Divrei ben Abuya

In the Babylonian Talmud, Elisha ben Abuya was a great sage who lost his faith in God. So great was he that his and subsequent generations continued learning from him - to the extent that the authors of the Talmud needed to create a story that would serve to legitimise his teachings despite his apostasy. His lesson is a lesson for us all: that great stature is not contingent upon blind faith, nor high learning upon the observation of Torah precepts.

September 18, 2006

The Future Is Not A Place

There's a rather silly misconception that many people hold about the future. They believe that it is a wonderful, magical realm, within which people transport themselves in flying cars and have telephones implanted in their wrists. They foresee the abolition of money, the perfection of the incarceration system, and the glorification of the internet. None of these particular ideas is necessarily silly in and of themselves: what's silly is that people believe them.

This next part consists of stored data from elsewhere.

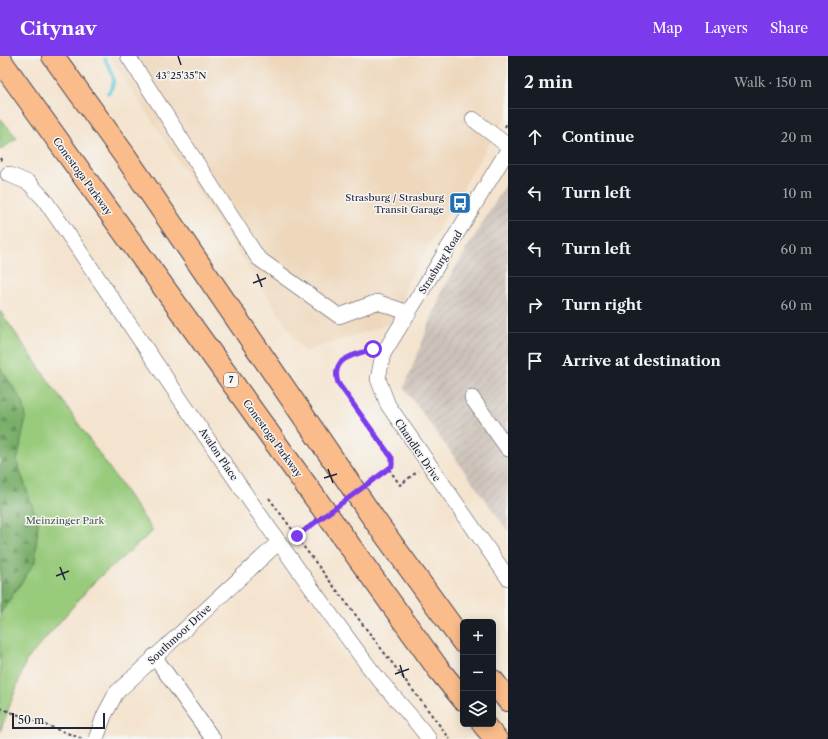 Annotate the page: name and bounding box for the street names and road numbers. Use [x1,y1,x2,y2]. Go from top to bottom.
street label: Conestoga Parkway [50,135,115,218]
street label: Strasburg Road [416,228,465,296]
road number: 7 [224,373,238,387]
street label: Conestoga Parkway [240,397,305,480]
street label: Chandler Drive [392,416,444,484]
street label: Avalon Place [196,425,241,483]
street label: Southmoor Drive [145,601,214,667]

The future is not a place to which we are all inexorably heading; it is the result of the decisions that we make in life. There are any number of an infinite range of possibilities that may describe our world several years from now. There may be implanted telephones; the internet may reach the proliferation for which it thrives; money may be abolished in its current form. But none of these things necessarily marks an improvement, and none of them is in any way definate. Equally likely is the prophecy that the internet will become privatised, that greater technologies will introduce more insidious diseases, and that flying cars will be found to be infinitely more lethal than those on the road. Seriously, what do you think happens after a collision fifty metres in the air?

Thousands of years ago, the author of Ecclesiastes wrote that the statement, "Life was better then" is a statement made from ignorance. The author may well have added that so too is the assertion that "Life will be better, when..."
It's up to us to make it so.

5 Comments:

At 5:56 PM , Blogger Billie Jean said...

Very true.

In honour of its 50th anniversary, New Scientist has been printing one news article from the past in each issue. It's interesting to read what they were right about and what they were wrong about.

 
At 9:56 PM , Blogger Conrad H. Roth said...

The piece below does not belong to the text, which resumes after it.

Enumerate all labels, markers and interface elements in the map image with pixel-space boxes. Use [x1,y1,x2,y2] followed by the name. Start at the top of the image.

The internet's already privatised, isn't it?

 
At 11:02 PM , Blogger SFH said...

Hmm, I don't think so. I'm not particularly technology/business savvy but there is this issue known as "net neutrality"...

As I understand it, the chief difference between the internet and, say, mobile phones lies in the fact that the internet is not owned by anybody. Whenever somebody wants to create something new on the 'net, they go right for it. No need to ask for permission, no need to match up to existing standards, no need to pay large sums of money.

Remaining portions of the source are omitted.